## YOUR ASSIGNMENT
Look through the entries below, please, and copy every line with the word "column".

(Records from a dataset)
☆ ☆ ☆ ☆ ☆

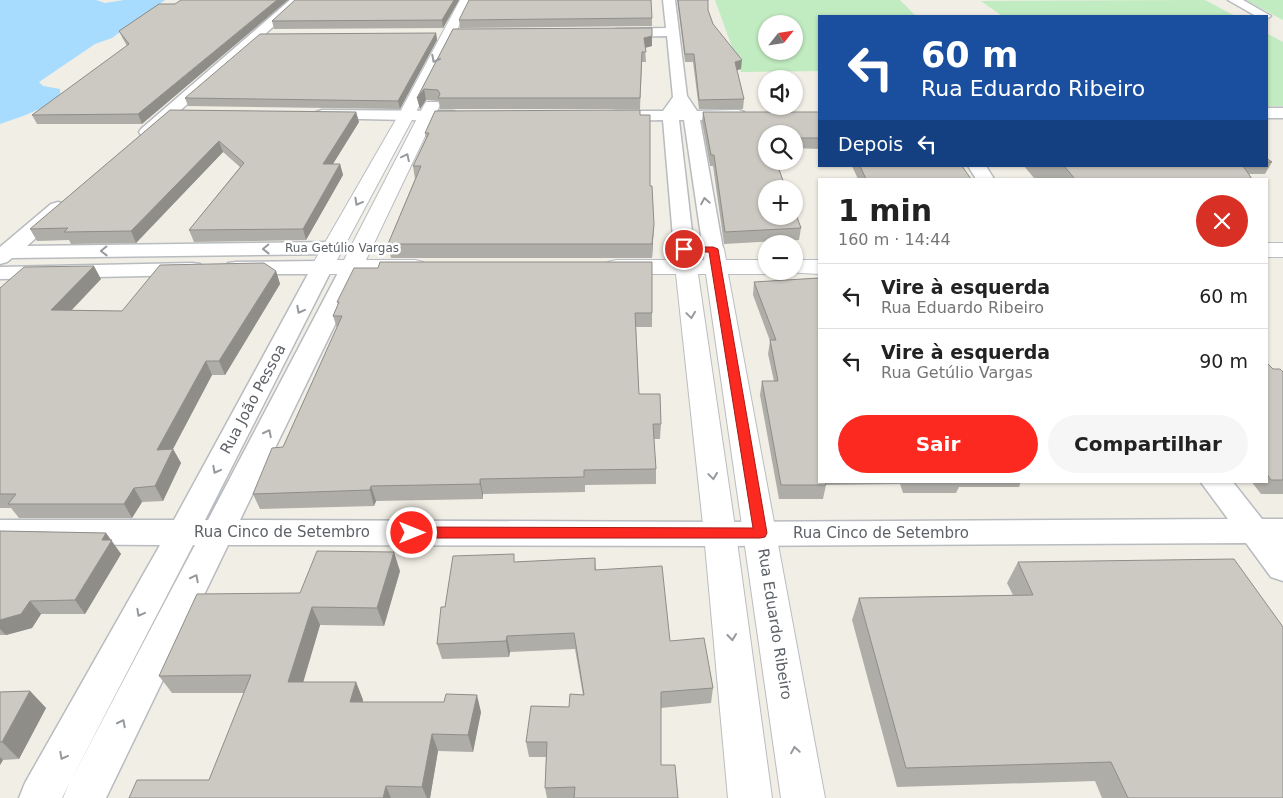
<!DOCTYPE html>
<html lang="pt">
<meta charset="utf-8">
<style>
:root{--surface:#fff;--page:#f6f6f6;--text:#222;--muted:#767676;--line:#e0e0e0;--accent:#fc2921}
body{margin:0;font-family:"DejaVu Sans",sans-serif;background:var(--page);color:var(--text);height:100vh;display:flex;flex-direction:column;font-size:19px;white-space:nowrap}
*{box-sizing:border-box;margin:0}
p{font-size:16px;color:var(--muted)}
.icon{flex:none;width:28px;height:28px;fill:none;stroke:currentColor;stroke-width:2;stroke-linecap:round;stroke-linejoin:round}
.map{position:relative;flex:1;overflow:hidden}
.drawer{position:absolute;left:818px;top:178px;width:450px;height:305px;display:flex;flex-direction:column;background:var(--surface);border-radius:0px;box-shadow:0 1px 4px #0004}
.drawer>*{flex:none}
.banner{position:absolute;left:818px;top:15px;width:450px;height:152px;border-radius:0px;box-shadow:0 1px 4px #0004;background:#1a4fa0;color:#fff;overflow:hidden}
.needle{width:32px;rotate:60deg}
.controls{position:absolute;left:758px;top:15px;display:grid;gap:10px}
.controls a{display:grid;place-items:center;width:45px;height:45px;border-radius:50%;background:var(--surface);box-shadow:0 1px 4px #0004;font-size:25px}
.pin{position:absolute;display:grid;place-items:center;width:42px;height:42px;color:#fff;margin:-21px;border:2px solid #fff;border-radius:50%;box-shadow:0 1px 5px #0007}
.me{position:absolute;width:55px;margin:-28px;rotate:90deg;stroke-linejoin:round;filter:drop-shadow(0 0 4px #0008)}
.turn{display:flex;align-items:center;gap:18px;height:105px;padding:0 20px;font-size:22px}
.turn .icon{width:65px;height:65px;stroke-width:2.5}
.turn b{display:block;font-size:35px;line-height:42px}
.then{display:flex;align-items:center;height:48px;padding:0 20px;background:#0003;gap:10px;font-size:19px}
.round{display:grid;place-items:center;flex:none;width:52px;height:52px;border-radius:26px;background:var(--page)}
.headline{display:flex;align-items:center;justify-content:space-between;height:85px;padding:0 20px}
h1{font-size:30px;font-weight:700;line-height:38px}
.button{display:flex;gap:10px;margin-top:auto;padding:10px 20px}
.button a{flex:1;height:58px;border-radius:30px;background:var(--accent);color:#fff;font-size:20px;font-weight:700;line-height:58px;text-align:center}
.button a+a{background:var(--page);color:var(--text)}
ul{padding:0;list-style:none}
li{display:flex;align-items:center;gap:15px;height:65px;padding:0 20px;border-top:1px solid var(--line)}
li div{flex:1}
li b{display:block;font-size:19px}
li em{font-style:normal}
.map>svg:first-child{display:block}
.green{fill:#c1ebc0;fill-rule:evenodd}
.water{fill:#a7dcff}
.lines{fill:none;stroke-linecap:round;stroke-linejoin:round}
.street-casing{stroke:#b8bcc0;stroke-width:3}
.secondary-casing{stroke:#b9bdc3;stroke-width:2}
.street{fill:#fff;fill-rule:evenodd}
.secondary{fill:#fff;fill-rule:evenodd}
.wall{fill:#afada7}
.shaded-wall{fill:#8f8d88}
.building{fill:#ccc9c2;stroke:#8f8d88}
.oneway{stroke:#96999d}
.route{fill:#fc2921;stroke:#a41b15}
.labels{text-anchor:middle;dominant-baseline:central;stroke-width:5;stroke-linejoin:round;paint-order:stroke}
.far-street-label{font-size:12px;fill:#5d6268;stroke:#fff}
.street-label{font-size:15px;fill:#5d6268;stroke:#fff}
</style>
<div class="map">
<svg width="1283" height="798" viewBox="0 0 1283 798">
<rect width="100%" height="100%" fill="#f1eee5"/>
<path class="green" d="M 715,0 L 900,0 L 916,16 L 819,16 L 819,71 L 741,72 ZM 766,24 L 794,24 L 794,51 L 766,51 Z
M 1205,0 L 1235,16 L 1002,16 L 981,1 Z
M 1246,0 L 1283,0 L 1283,20 Z
M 1266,33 L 1283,42 L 1283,106 L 1266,106 Z"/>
<path class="water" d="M 0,0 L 96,0 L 105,3 L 124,0 L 165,0 L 112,38 L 95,44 L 39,82 L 43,86 L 60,89 L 61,100 L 23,116 L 0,124 Z"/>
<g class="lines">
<g class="street-casing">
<path id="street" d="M 290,0 L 303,0 L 153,135 L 141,135 L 139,132 L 141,129 Z
M 663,0 L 675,0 L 687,96 L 697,111 L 738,110 L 744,112 L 746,115 L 744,118 L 738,120 L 700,120 L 723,249 L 720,253 L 713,255 L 706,253 L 703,249 L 684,120 L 679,120 L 694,249 L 691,253 L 684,255 L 677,253 L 674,249 L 663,120 L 615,121 L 609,119 L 607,116 L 609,113 L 615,111 L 663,111 L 673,97 L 667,36 L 616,37 L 610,33 L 616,29 L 666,28 Z
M 1228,0 L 1243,0 L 1271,16 L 1266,19 L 1266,16 L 1256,16 Z
M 1266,108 L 1283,108 L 1283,118 L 1266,118 Z
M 322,110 L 453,111 L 459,113 L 461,116 L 459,119 L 453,121 L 316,118 L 314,115 L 316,112 Z
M 968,166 L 986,166 L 994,179 L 976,179 Z
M 58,202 L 65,204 L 68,208 L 65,212 L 27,246 L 332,242 L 339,244 L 342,248 L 339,252 L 332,254 L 12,258 L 7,262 L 0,264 L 0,247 L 51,204 Z
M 322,261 L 330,262 L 333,267 L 205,520 L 208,520 L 341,267 L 344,262 L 352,261 L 360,262 L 363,267 L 240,520 L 720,522 L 1228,519 L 1200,481 L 1232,481 L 1262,519 L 1283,519 L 1283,581 L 1271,577 L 1246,543 L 720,546 L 228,545 L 106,798 L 63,798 L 69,784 L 62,798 L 19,798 L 25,783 L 160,545 L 0,544 L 0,520 L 174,520 L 308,274 L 236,274 L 228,273 L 225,268 L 228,263 L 236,262 ZM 193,545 L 195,545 L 70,782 Z
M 192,263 L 200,264 L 203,269 L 200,274 L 192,275 L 0,279 L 0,267 Z"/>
</g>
<g class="secondary-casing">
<path id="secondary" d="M 460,0 L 472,0 L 414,116 L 337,260 L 344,260 L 424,105 L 426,102 L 438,102 L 440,105 L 366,260 L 415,260 L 423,262 L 426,267 L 423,272 L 415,274 L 322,274 L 314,272 L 311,267 L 398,116 Z
M 684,243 L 692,244 L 695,249 L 696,260 L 704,260 L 702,249 L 705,244 L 713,243 L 721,244 L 724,249 L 726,260 L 766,260 L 766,271 L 774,271 L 766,274 L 728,274 L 825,798 L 781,798 L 706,274 L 698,274 L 736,534 L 772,798 L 728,798 L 704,534 L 676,274 L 616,274 L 608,272 L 605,267 L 608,262 L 616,260 L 674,260 L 673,249 L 676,244 Z
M 1266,243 L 1283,243 L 1283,257 L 1266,257 Z
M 794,260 L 819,260 L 819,274 L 786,272 L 794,271 Z"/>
</g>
<use href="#street" class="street"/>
<use href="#secondary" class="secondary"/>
</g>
<path class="wall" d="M 459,0 L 443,28 L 274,29 L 272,21 Z
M 677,0 L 708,0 L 708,10 L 713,24 L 741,69 L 736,70 L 744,99 L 743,109 L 699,109 L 693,62 L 685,62 Z
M 159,4 L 142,124 L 37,124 L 32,115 L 127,46 L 123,39 L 119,31 Z
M 652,18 L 652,26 L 460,28 L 459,20 Z
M 453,29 L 652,46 L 645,48 L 646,62 L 642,62 L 640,109 L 440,109 L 439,101 L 426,100 L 420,109 L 417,98 Z
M 436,33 L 437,40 L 400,109 L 188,106 L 185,98 Z
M 170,110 L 356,112 L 359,122 L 333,164 L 340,164 L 343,175 L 306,240 L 194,242 L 189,230 L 240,167 L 223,152 L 136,243 L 71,244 L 69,240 L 37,241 L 30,229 Z
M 703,112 L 819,112 L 819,149 L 794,148 L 794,134 L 766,134 L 801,228 L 799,240 L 724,244 L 713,166 L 710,166 L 702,122 Z
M 640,115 L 650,186 L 654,224 L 652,258 L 391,258 L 388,244 L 415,179 L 413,166 L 426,138 L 425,133 Z
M 1266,158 L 1272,162 L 1265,174 L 1249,174 L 1252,179 L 1034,178 L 1024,166 L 1266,166 Z
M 852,166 L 962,166 L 971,179 L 858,179 Z
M 652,262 L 652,327 L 636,327 L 639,394 L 661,424 L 660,439 L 654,439 L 656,469 L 656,484 L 585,485 L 585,492 L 483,494 L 483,499 L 376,501 L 374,506 L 260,509 L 253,494 L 283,447 L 337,328 L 333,316 L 338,304 L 337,302 L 378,268 Z
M 276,271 L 280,284 L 225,375 L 212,375 L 173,449 L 181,463 L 163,501 L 142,502 L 132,518 L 19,518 L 11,508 L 0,508 L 0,288 L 101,279 L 72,310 L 122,311 Z
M 819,278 L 819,481 L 1021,481 L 1019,487 L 959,487 L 956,493 L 903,493 L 900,484 L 826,485 L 823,499 L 779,499 L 760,395 L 762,381 L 774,381 L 768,354 L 770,341 L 753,295 L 754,282 Z
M 1266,362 L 1273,369 L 1283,372 L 1283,494 L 1261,494 L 1251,481 L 1266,481 Z
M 0,531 L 106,533 L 121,554 L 85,614 L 41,614 L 32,628 L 6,635 L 0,635 Z
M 595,558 L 596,570 L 670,641 L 713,688 L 711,703 L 661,708 L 661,765 L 678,798 L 547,798 L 545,788 L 546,757 L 529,757 L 526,742 L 583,695 L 575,649 L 510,652 L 509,657 L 442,659 L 437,644 L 445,607 L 516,562 Z
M 1018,562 L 1283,798 L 1102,798 L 1095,781 L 897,787 L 852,620 L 859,598 L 1013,595 L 1007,583 Z
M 400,571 L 384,626 L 320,625 L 303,682 L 356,682 L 363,700 L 363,702 L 481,712 L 473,752 L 438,751 L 430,798 L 129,798 L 209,780 L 244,693 L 172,693 L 159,676 L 300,593 Z
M 30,691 L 46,708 L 19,759 L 3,760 L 0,765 L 0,692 Z"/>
<path class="shaded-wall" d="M 277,0 L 288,0 L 142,124 L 138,114 Z
M 454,0 L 459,0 L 443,28 L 442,20 Z
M 436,33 L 437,40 L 400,109 L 398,101 Z
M 652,36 L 652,46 L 644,48 L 644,38 Z
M 742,60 L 741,69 L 734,71 L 735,62 Z
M 424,89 L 426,100 L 420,109 L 417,98 Z
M 356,112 L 359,122 L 326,175 L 323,164 Z
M 219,141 L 223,152 L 136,243 L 131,231 Z
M 340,164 L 343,175 L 306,240 L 303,229 Z
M 654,224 L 653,238 L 652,258 L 652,244 Z
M 94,266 L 101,279 L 59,323 L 51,310 Z
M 276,271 L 280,284 L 225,375 L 219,361 Z
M 206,361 L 212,375 L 165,464 L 157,450 Z
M 173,449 L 181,463 L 163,501 L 155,486 Z
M 480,479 L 483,494 L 483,499 L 480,484 Z
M 371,486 L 376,501 L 374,506 L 370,490 Z
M 134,488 L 142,502 L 132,518 L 124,504 Z
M 106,533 L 121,554 L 85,614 L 75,600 L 102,540 Z
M 394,552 L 400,571 L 384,626 L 377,608 Z
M 30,601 L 41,614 L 32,628 L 6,635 L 0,629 L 0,620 Z
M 312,607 L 320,625 L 298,700 L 288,682 Z
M 507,636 L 510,652 L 509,657 L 506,641 Z
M 356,682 L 363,700 L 358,719 L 350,702 Z
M 30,691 L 46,708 L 19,759 L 2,742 Z
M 477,695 L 481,712 L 473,752 L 468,735 Z
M 432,734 L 438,751 L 430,798 L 427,798 L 422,787 Z
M 0,757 L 3,760 L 0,765 Z
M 386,786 L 391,798 L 383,798 Z"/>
<path class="building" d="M 181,0 L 277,0 L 138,114 L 32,115 L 129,44 L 119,31 L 159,4 L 175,4 Z
M 295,0 L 454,0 L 442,20 L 272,21 Z
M 469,0 L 651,0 L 652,18 L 459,20 Z
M 678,0 L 708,0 L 708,10 L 713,24 L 742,60 L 735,62 L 744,99 L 699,100 L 694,54 L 685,54 Z
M 652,28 L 652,36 L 644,38 L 646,52 L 642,52 L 640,98 L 438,98 L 440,94 L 438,90 L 424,89 L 417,98 L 453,29 Z
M 436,33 L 398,101 L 185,98 L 260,34 Z
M 170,110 L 356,112 L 323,164 L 340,164 L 303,229 L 189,230 L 244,163 L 219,141 L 131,231 L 64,232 L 68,228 L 30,229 Z
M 640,110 L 640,115 L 650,115 L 650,186 L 652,186 L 654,224 L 652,244 L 388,244 L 421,166 L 413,166 L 429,133 L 425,133 L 435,111 Z
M 703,112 L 819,112 L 819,138 L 794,138 L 794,134 L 766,134 L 766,161 L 776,161 L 786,189 L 766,189 L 766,216 L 794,216 L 794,209 L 801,228 L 725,232 L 714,155 L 711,155 Z
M 1266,158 L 1272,162 L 1266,162 Z
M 860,166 L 962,166 L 971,179 L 866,179 Z
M 1038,166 L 1243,166 L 1252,179 L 1075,179 L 1064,166 Z
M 380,262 L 652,262 L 652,313 L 635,313 L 639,394 L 660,394 L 661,424 L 653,424 L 656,469 L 584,470 L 584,477 L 480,479 L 480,484 L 371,486 L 370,490 L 253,494 L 272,448 L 283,447 L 342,316 L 333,316 L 339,302 L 337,302 L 354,268 L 378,268 Z
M 264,263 L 276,271 L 219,361 L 206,361 L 157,450 L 173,449 L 155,486 L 134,488 L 124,504 L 8,504 L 16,494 L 0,494 L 0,288 L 24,267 L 94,266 L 51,310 L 122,311 L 160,265 Z
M 819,278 L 819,481 L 825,481 L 826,485 L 781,485 L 762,381 L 778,381 L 770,340 L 776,340 L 754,282 Z
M 1266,362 L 1273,369 L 1280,369 L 1283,372 L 1283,480 L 1271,480 L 1266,473 Z
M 0,531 L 106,533 L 102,540 L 112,540 L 75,600 L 30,601 L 21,614 L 0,620 Z
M 317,551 L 394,552 L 377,608 L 312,607 L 288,682 L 356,682 L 350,702 L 444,702 L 446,694 L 477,695 L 468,735 L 432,734 L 422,787 L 386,786 L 383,798 L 129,798 L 137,780 L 209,780 L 251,675 L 159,676 L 197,594 L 300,593 Z
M 514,554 L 514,562 L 595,558 L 595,570 L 662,566 L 670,641 L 704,638 L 713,688 L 661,692 L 661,765 L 675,765 L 678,798 L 574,798 L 575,787 L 545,788 L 547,742 L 526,742 L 531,706 L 569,707 L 570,694 L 584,695 L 574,633 L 507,636 L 506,641 L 437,644 L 441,607 L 445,607 L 453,556 Z
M 1234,559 L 1283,627 L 1283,798 L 1128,798 L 1111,762 L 906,768 L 859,598 L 1033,595 L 1018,562 Z
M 30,691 L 2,742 L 0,742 L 0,692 Z"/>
<defs><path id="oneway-chevron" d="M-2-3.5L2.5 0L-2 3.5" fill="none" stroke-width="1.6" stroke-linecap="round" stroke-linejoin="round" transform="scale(1.25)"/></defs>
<g class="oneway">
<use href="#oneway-chevron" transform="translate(435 59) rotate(117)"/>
<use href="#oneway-chevron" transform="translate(406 157) rotate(-64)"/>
<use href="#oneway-chevron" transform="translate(705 201) rotate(-100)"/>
<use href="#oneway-chevron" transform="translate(358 202) rotate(119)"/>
<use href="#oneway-chevron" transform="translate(266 249) rotate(179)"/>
<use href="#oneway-chevron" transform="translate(104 251) rotate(179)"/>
<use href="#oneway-chevron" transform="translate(300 310) rotate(118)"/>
<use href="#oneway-chevron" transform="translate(691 315) rotate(82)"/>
<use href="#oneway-chevron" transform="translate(268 433) rotate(-63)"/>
<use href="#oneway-chevron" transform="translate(216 470) rotate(118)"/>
<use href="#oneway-chevron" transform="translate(713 476) rotate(82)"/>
<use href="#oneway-chevron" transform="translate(195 578) rotate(-63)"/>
<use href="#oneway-chevron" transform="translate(140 613) rotate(118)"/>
<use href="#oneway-chevron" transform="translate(732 637) rotate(84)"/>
<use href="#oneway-chevron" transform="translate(122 723) rotate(-63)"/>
<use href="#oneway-chevron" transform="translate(795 750) rotate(-99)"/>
<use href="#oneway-chevron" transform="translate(63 756) rotate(118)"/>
</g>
<path class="route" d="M 680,247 L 713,247 L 718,249 L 767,533 L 765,537 L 760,538 L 412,538 L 407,536 L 405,533 L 407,529 L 412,527 L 753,528 L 709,252 L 684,252 L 679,249 Z"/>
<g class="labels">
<g class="far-street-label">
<text x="342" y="248">Rua Getúlio Vargas</text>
</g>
<g class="street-label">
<text transform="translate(253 399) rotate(-62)">Rua João Pessoa</text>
<text x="282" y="532">Rua Cinco de Setembro</text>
<text x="881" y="533">Rua Cinco de Setembro</text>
<text transform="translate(775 624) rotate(81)">Rua Eduardo Ribeiro</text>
</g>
</g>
</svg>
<div class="controls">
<a><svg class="needle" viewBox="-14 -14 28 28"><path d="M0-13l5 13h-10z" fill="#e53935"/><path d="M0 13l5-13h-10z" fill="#767676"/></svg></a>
<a><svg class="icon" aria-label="sound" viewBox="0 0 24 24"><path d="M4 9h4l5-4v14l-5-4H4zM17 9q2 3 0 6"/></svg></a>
<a><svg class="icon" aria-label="search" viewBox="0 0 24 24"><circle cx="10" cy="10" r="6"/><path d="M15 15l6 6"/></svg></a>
<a>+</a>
<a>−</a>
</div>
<div class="pin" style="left:684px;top:249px;background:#d93025"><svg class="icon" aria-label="arrive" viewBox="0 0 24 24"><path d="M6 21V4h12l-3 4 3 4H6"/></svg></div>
<svg class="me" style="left:412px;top:533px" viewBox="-20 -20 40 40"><circle r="17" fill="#fc2921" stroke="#fff" stroke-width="3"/><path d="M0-11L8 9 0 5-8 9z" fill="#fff"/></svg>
<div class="banner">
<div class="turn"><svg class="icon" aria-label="left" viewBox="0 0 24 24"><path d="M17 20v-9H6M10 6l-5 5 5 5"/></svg><div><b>60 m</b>Rua Eduardo Ribeiro</div></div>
<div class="then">Depois<svg class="icon" aria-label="left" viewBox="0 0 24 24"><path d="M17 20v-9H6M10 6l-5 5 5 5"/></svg></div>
</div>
<section class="drawer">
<div class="headline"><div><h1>1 min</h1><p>160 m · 14:44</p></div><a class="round" style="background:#d93025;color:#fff"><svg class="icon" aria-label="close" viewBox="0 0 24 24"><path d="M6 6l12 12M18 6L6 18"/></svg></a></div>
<ul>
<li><svg class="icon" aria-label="left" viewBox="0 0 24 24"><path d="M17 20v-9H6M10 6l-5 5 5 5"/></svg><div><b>Vire à esquerda</b><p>Rua Eduardo Ribeiro</p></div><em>60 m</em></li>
<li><svg class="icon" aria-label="left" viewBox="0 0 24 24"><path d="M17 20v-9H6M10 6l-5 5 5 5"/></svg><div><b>Vire à esquerda</b><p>Rua Getúlio Vargas</p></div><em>90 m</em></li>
</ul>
<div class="button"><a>Sair</a><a>Compartilhar</a></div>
</section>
</div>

☆ ☆ ☆ ☆ ☆

## SOLUTION TO THIS TASK
body{margin:0;font-family:"DejaVu Sans",sans-serif;background:var(--page);color:var(--text);height:100vh;display:flex;flex-direction:column;font-size:19px;white-space:nowrap}
.drawer{position:absolute;left:818px;top:178px;width:450px;height:305px;display:flex;flex-direction:column;background:var(--surface);border-radius:0px;box-shadow:0 1px 4px #0004}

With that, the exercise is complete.